***** Exercise inputs

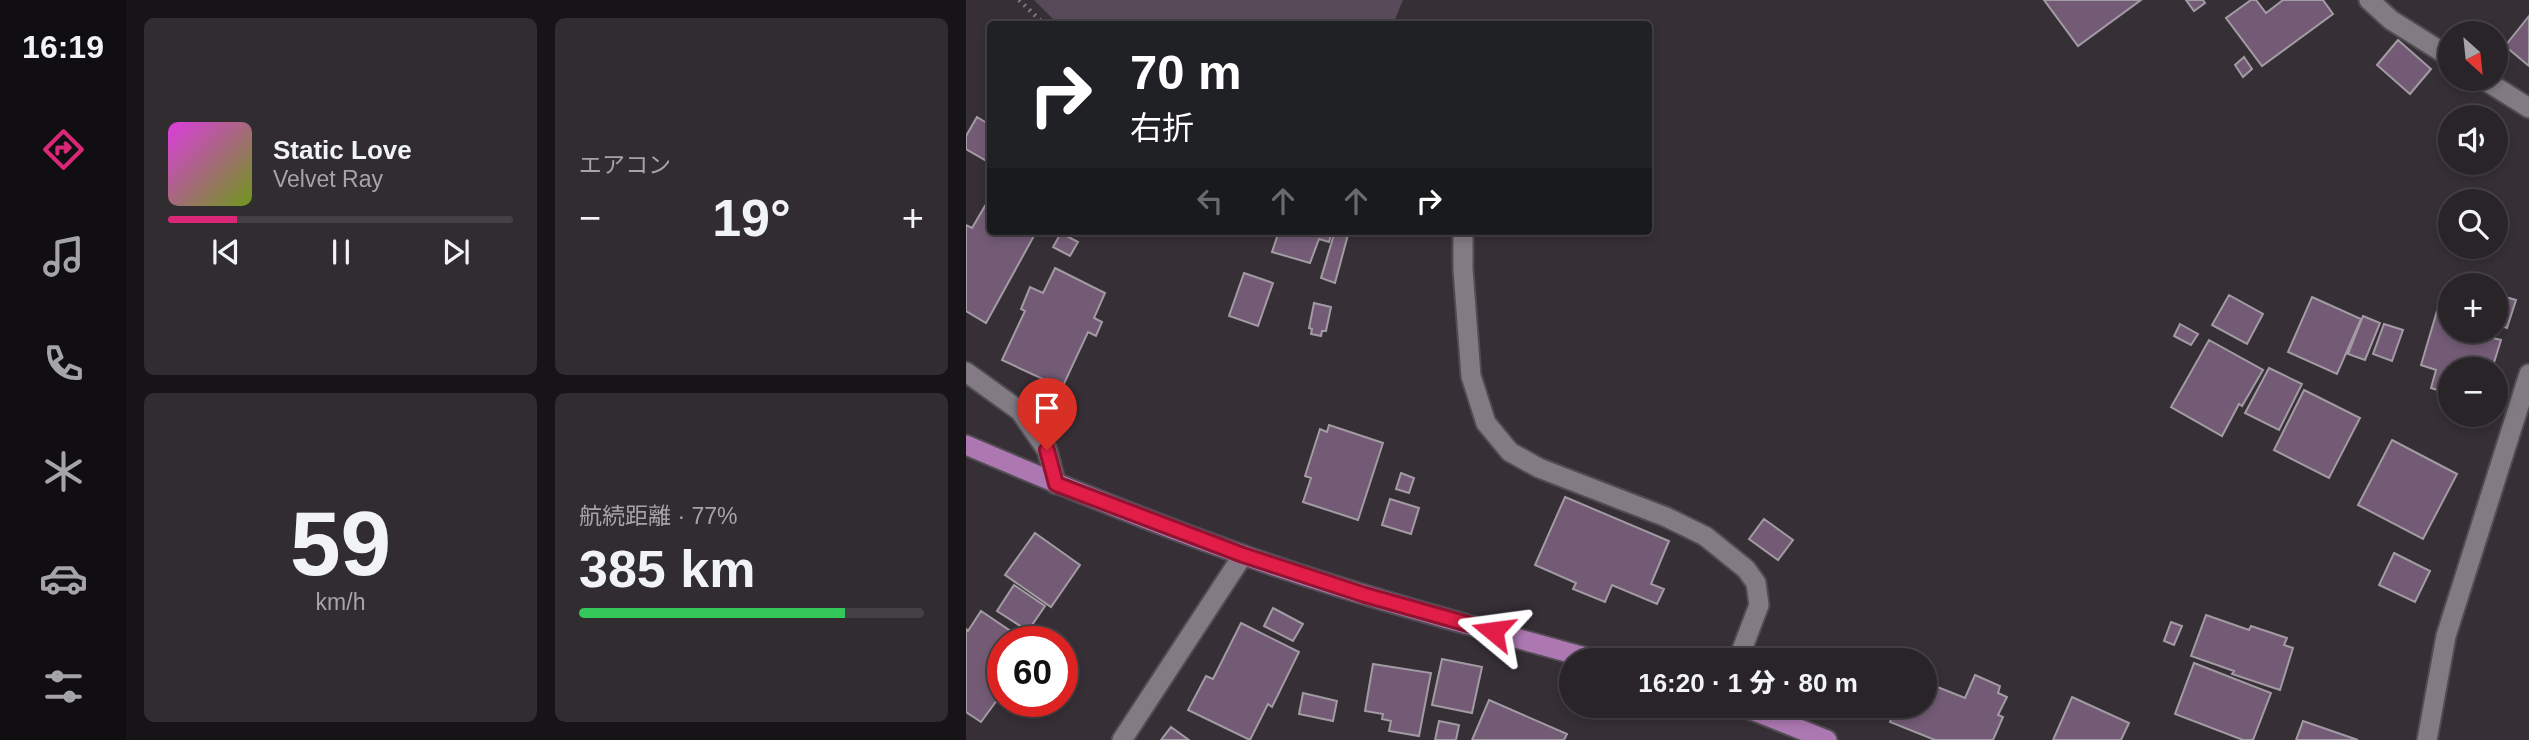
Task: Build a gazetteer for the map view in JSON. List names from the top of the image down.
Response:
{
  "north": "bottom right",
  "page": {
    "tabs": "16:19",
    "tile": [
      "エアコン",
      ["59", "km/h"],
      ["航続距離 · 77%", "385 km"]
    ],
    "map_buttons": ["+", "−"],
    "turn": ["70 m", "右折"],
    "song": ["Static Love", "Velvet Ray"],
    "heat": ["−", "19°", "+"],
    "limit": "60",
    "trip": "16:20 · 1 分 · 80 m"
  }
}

**********

### Problem description
Copy every record character for character. Skip the pictures.

### The answer
Task: Build a gazetteer for the map view in JSON. List names from the top of the image down.
Response:
{
  "north": "bottom right",
  "page": {
    "tabs": "16:19",
    "tile": [
      "エアコン",
      ["59", "km/h"],
      ["航続距離 · 77%", "385 km"]
    ],
    "map_buttons": ["+", "−"],
    "turn": ["70 m", "右折"],
    "song": ["Static Love", "Velvet Ray"],
    "heat": ["−", "19°", "+"],
    "limit": "60",
    "trip": "16:20 · 1 分 · 80 m"
  }
}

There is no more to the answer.